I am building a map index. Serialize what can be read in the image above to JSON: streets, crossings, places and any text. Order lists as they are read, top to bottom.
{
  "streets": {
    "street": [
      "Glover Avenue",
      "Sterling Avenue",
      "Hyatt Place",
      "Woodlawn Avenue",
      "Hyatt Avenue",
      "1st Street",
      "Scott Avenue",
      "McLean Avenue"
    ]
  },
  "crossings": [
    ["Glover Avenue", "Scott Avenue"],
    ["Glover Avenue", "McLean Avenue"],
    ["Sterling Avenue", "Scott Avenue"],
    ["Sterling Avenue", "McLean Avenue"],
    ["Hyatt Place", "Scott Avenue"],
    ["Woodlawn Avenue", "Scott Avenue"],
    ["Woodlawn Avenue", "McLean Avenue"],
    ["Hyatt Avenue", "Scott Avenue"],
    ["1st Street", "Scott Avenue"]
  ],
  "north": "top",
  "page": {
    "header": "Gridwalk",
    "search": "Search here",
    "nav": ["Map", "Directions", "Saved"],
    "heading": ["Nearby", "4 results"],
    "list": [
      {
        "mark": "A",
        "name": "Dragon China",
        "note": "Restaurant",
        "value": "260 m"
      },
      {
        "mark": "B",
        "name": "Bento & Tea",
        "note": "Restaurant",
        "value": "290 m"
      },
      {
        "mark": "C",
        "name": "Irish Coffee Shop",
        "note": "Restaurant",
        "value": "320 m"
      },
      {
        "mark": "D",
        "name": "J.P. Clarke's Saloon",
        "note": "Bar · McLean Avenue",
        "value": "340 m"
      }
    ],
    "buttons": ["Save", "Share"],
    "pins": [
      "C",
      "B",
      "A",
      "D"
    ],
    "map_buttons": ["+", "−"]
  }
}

==

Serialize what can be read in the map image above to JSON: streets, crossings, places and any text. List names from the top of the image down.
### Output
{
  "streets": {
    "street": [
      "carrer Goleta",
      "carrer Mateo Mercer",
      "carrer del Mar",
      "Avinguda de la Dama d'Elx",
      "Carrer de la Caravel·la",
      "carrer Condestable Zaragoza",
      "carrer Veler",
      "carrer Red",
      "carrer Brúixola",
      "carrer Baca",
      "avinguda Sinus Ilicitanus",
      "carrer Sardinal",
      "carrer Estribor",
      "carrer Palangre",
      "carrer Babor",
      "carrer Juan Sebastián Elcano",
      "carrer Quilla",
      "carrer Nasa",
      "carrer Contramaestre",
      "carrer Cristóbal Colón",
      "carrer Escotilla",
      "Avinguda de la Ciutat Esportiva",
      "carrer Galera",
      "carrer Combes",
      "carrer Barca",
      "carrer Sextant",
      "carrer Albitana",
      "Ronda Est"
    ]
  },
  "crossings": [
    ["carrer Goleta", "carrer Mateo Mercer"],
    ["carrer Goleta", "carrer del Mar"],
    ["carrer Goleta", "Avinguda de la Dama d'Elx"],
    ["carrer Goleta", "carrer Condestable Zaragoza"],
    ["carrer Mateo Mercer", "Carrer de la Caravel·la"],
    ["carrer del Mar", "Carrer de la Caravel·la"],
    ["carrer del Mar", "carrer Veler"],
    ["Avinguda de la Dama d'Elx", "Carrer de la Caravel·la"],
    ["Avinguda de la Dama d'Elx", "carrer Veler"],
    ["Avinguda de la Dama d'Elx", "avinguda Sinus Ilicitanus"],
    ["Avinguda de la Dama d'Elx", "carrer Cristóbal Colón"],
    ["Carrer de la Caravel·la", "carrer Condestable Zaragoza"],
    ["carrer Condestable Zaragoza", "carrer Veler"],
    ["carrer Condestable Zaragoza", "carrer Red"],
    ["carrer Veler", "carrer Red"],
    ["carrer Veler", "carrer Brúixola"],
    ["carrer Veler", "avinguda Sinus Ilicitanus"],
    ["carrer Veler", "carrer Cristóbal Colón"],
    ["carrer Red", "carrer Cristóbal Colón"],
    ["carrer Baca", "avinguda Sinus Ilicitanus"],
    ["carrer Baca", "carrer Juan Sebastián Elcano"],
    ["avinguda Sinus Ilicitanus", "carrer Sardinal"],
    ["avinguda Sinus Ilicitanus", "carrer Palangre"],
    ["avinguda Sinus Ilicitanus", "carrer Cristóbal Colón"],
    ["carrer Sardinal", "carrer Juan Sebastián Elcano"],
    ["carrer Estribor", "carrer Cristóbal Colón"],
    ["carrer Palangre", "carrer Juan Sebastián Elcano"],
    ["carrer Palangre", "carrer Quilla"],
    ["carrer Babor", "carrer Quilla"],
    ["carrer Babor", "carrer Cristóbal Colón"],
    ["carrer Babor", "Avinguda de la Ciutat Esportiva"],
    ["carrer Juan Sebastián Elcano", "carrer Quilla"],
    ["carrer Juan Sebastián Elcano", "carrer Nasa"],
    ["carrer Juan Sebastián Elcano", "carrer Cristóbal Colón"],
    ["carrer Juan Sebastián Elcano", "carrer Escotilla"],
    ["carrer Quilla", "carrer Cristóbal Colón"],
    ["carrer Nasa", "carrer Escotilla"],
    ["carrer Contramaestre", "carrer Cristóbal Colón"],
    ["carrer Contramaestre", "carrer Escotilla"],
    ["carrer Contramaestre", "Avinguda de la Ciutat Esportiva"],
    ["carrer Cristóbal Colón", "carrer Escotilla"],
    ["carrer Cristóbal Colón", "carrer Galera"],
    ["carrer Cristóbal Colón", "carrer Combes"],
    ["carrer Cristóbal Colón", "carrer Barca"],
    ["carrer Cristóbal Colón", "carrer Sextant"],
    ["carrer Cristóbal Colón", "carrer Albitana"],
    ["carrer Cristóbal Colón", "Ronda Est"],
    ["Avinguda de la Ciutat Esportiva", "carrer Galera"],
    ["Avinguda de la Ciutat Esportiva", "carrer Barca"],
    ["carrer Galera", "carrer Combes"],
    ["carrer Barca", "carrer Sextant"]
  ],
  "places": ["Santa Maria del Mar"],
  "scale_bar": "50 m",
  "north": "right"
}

About this task >> Scan the lines above, and whenever one holds the string "Dama", copy it.

Exercise response >>
      "Avinguda de la Dama d'Elx",
    ["carrer Goleta", "Avinguda de la Dama d'Elx"],
    ["Avinguda de la Dama d'Elx", "Carrer de la Caravel·la"],
    ["Avinguda de la Dama d'Elx", "carrer Veler"],
    ["Avinguda de la Dama d'Elx", "avinguda Sinus Ilicitanus"],
    ["Avinguda de la Dama d'Elx", "carrer Cristóbal Colón"],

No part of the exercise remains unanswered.